A Droite, le risque de disparition

Si Les Républicains ont plutôt bien résisté lors des élections consulaires, ils ne remportent qu’une centaine de grands électeurs. En l’état impossible d’espérer remporter deux sièges. Et pourtant deux sénateurs en poste postulent à leur renouvellement, la sénatrice Jacky Deromedi et le sénateur Christophe Frassa. Ce dernier est l’actuel responsable de la fédération des Français de l’étranger du parti de Droite. Pour beaucoup, il est responsable de la déconfiture des LR, qui ont vu leurs militants disparaitre à l’étranger après des décennies de domination. Si certains murmurent que « la sagesse pousserait M. Frassa à se retirer », il reste très actif. Tous les élus ont ainsi reçu des courriers détaillant les procédures qui les attendent comme l’élection du Président du Conseil consulaire, le conseil des bourses, etc… En sus, au cours des dernières années, le sénateur Frassa a su démontrer sa capacité à activer ses réseaux au bon moment.

Jacky Deromedi

Cependant ils sont nombreux à encourager Jacky Deromedi, qui serait numéro 2 sur la liste imaginée par Christophe Frassa, à voler de ses propres ailes. Une alliance avec Jean-Pierre Bansard serait une combinaison à l’étude. Avec 30 élus, il y a peu de chance que ce dernier arrive à être sénateur ou à permettre la réélection de la sénatrice élue en 2017 sur la liste de son mouvement « L’Alliance Solidaire des Français de l’étranger« . Par contre, siégeant avec Les Républicains au sénat, une alliance, finalement naturelle, avec la sénatrice sortante Jacky Deromedi pourrait permettre l’élection de 2 sénateurs.

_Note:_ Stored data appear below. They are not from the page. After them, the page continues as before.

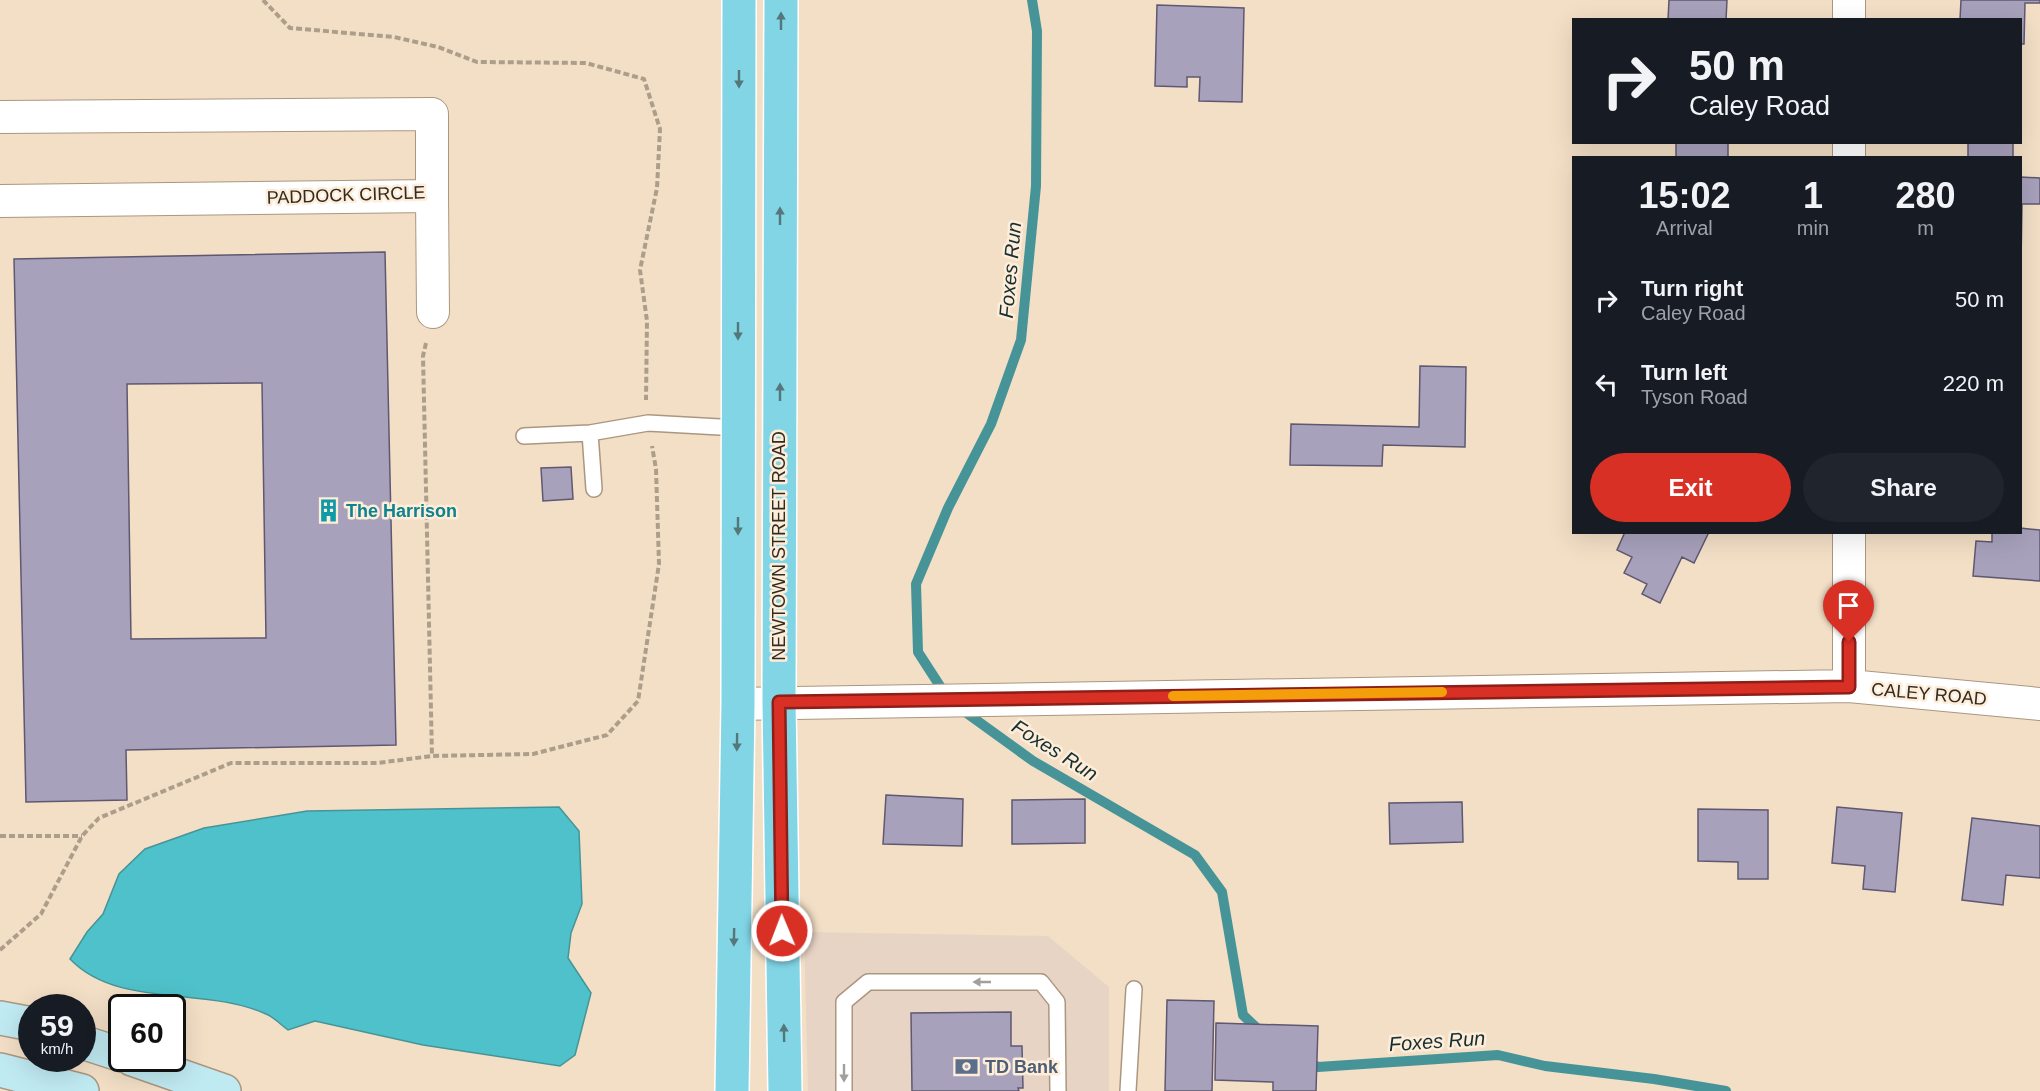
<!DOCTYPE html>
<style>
body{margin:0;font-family:Arial,sans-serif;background:#20242c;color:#f1f3f6;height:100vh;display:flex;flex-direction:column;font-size:22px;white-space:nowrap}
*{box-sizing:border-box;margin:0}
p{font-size:20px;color:#9ea1a6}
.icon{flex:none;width:33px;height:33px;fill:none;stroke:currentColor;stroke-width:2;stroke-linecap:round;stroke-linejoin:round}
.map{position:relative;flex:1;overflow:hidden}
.details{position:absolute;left:1572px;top:156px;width:450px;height:378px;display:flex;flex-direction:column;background:#171b24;border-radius:0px;box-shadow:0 6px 24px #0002}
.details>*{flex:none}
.banner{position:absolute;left:1572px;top:18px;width:450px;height:126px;border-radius:0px;box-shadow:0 6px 24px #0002;background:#171b24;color:#f1f3f6;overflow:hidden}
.speed{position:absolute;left:18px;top:994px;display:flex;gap:12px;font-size:30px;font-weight:700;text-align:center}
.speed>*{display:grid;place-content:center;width:78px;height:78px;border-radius:50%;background:#171b24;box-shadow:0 6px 24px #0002;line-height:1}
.speed small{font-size:15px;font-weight:400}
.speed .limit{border:3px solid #111;border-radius:9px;background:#fff;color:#111}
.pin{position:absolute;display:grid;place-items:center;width:51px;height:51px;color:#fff;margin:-62px -26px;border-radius:50% 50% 50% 0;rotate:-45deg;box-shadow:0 0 6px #0007}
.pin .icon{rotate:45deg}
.me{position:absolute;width:66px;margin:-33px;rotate:359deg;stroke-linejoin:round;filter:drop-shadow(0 0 4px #0008)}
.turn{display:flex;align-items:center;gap:21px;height:126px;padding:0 18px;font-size:27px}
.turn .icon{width:78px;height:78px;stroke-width:2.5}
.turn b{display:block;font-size:42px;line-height:51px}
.eta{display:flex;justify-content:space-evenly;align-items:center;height:102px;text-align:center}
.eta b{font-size:36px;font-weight:800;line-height:42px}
.cta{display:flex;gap:12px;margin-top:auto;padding:12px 18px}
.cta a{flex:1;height:69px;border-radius:36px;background:#d93025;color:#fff;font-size:24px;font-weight:800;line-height:69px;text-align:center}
.cta a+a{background:#20242c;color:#f1f3f6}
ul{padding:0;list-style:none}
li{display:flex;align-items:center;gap:18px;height:84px;padding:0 18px}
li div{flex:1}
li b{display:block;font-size:22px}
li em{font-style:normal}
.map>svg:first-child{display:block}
.commercial{fill:#e8d4c5}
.water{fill:#4fc1ca;stroke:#479498;stroke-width:1.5}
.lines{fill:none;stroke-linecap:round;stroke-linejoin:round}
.stream{stroke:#479498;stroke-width:10}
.building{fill:#a8a1bc;stroke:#5f5870;stroke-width:1.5;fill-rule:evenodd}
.service-casing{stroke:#aa9780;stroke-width:18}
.minor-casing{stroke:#aa9780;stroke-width:34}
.secondary-casing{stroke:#aa9780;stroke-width:36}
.primary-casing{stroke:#fff;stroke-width:36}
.path{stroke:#ad9e8b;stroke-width:4;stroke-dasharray:6 3;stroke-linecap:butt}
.service{stroke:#fff;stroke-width:15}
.minor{stroke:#fff;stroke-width:32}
.secondary{stroke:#c0eaf2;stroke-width:33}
.primary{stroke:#81d5e5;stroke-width:33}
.oneway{fill:#56777a}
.oneway2{fill:#a3a09c}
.route-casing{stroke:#8d1f18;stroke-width:15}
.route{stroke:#d93025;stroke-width:10}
.slow{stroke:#f59e0b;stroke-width:10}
.labels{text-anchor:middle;stroke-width:5;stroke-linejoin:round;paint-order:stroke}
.street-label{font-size:18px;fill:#332b22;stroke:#fdedd9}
.culture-label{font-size:18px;font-weight:bold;fill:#0d838f;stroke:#fdedd9;text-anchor:start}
.service-label{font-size:18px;font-weight:bold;fill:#4e5e75;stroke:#fdedd9;text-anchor:start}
.water-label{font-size:20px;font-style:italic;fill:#162f31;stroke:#fdedd9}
</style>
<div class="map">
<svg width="2040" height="1091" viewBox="0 0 2040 1091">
<rect width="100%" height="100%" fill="#f3dfc6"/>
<path class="commercial" d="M804 932 1048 936 1109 987V1091H808Z"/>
<path class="water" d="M559 807 579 831 582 904 571 933 568 958 591 993 575 1055 560 1066 423 1045 315 1021 288 1030C281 1025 274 1017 266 1014 205 986 118 1009 70 959L87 932 103 914 119 874 145 849 204 828 307 811Z"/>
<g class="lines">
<path class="stream" d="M947 697 918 652 916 584 948 508 991 424 1021 340 1036 186 1037 31 1032 0
M961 709 1033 761 1195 855 1222 892 1243 1015 1262 1033
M1306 1061 1318 1067 1498 1055 1545 1066 1654 1079 1726 1091"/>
</g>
<path class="building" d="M1669 0H1727L1726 20H1668Z
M1961 0H2040V3H2025L2024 44H2020V20H1960Z
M1157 5 1244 8 1242 102 1199 101 1200 77H1187V87L1155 86Z
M1676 142H1728V158H1676Z
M1968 142H2013V158H1968Z
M2020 177 2040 178V204H2022L2021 263Z
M385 252 396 745 126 750 127 800 26 802 14 259ZM262 383 266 638 131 639 127 384Z
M1420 366 1466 367 1465 447 1383 445 1382 466 1290 465 1291 424 1419 427Z
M571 467 573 499 543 501 541 468Z
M2020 528 2040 530V581L1973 576 1976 541 1992 542V532H2020Z
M1625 532H1709L1694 563 1682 557 1660 603 1642 594 1647 584 1624 573 1632 557 1617 550Z
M886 795 963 799 962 846 883 844Z
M1085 799V843L1012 844V800Z
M1462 802 1463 842 1390 844 1389 803Z
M1837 807 1902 813 1895 892 1863 889 1865 866 1832 863Z
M1698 809 1768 810V879H1738V862L1698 861Z
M1972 818 2040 826V878L2006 875 2003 905 1962 900Z
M1167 1000 1214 1001 1212 1091H1165Z
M1011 1012V1046H1022L1023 1088H1018L1019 1091H912L911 1013Z
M1216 1023 1318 1026 1316 1091H1273V1082L1215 1080Z"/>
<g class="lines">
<defs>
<path id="service" d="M590 433 594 489
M524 436 590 433 648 423 738 428
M844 1091V1002L868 982H1041L1057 1002 1058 1091
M1128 1091 1134 989"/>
<path id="minor" d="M1849 20V0
M0 117 432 114V196L0 201
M1849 158V142
M432 196 433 312
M1849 686V532
M738 704 1849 686 2040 704"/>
<path id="secondary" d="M0 1018 32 1024
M82 1042 122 1055
M132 1059 224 1091
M0 1070 82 1091"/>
<path id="primary" d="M781 0 779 702 785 1091
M732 1091 738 704 739 0"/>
</defs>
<use href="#service" class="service-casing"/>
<use href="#minor" class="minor-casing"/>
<use href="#secondary" class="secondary-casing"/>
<use href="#primary" class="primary-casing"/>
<path class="path" d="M263 0 290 28 394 37 438 47 477 62 586 63 644 79 660 129 657 188 640 270 647 321 646 400
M426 343 423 356 432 756
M0 836H82
M0 950 41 914 82 836 99 818 231 763H377L432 756 533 754 607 735 638 701 659 564 656 469 652 446"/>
<use href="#service" class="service"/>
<use href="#minor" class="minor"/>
<use href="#secondary" class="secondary"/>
<use href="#primary" class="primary"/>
</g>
<defs><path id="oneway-solid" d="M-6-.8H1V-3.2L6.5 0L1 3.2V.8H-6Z" transform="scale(1.5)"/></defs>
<g class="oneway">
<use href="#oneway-solid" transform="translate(781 21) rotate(-90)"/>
<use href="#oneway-solid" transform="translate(739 79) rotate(90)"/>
<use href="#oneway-solid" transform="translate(780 216) rotate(-90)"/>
<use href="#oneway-solid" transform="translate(738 331) rotate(90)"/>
<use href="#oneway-solid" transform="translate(780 392) rotate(-90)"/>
<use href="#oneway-solid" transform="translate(738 526) rotate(90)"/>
<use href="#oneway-solid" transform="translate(737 742) rotate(91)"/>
<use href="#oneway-solid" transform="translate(734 937) rotate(91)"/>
<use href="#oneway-solid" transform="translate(784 1033) rotate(-91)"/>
</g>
<g class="oneway2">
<use href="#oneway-solid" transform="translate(982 982) rotate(180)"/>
<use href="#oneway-solid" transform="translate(844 1073) rotate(90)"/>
</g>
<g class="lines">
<defs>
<path id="route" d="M782 931 779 702 1849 687V642"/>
</defs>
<use href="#route" class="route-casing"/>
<use href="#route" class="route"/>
<path class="slow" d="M1173 696 1442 692"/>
</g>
<defs>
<symbol id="building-bare" viewBox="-9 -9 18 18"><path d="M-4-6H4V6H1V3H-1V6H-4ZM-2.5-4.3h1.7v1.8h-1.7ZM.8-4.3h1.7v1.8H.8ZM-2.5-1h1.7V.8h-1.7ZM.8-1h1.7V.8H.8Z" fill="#0f9aa8" stroke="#fdedd9" stroke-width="2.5" paint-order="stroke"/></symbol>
<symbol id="bank-bare" viewBox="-9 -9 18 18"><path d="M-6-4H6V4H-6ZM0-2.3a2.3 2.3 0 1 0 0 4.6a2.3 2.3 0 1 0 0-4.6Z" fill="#5c6f8a" stroke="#fdedd9" stroke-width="2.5" paint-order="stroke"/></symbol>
</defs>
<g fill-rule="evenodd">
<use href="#building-bare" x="312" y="494" width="33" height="33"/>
<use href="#bank-bare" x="950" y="1050" width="33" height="33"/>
</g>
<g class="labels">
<g class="street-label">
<text transform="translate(346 195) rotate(-2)" y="6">PADDOCK CIRCLE</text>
<text transform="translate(779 546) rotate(-90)" y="6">NEWTOWN STREET ROAD</text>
<text transform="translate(1929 694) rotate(5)" y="6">CALEY ROAD</text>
</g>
<g class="culture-label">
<text x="346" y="517">The Harrison</text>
</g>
<g class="service-label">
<text x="985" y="1073">TD Bank</text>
</g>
<g class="water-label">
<text transform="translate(1010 270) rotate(-85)" y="7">Foxes Run</text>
<text transform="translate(1055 750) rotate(32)" y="7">Foxes Run</text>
<text transform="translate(1437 1041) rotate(-4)" y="7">Foxes Run</text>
</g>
</g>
</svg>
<div class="speed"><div>59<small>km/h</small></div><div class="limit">60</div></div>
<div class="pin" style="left:1849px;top:642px;background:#d93025"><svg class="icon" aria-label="arrive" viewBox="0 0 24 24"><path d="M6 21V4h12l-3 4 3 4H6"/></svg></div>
<svg class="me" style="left:782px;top:931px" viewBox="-20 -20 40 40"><circle r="17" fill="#d93025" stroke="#fff" stroke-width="3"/><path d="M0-11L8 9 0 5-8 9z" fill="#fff"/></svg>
<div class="banner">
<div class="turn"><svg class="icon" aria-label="right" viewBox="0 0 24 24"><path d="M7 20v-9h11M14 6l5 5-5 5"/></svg><div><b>50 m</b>Caley Road</div></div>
</div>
<section class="details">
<div class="eta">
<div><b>15:02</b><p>Arrival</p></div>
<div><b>1</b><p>min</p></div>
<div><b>280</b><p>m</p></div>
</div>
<ul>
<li><svg class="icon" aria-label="right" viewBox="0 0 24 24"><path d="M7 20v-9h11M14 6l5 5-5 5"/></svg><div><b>Turn right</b><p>Caley Road</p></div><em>50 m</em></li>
<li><svg class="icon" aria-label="left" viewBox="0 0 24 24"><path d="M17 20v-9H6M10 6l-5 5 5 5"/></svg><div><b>Turn left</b><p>Tyson Road</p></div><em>220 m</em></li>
</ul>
<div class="cta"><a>Exit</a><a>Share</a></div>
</section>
</div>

Sauf si Olivier Cadic décide finalement d’y aller seul.. Divisant les Grands électeurs de droite.. Avec moins de voix potentielles que la Gauche, la Droite ne risque pas un résultat décevant mais une absence d’élu.

Un jeu ouvert

On le constate à quelques semaines de l’élection des 6 sénateurs, les résultats des élections consulaires n’ont pas encore révélé toutes leurs conséquences. A contre courant d’une France qui se « droitise », les expatriés ont relancé la Gauche en mai 2021. Elle peut espérer 3 voir 4 sénateurs, LREM peut tenter d’obtenir 2 élus, le dernier siège semble être en ballottage entre les différents candidats de droite. Un big bang dans le monde feutré des Français établis hors de France.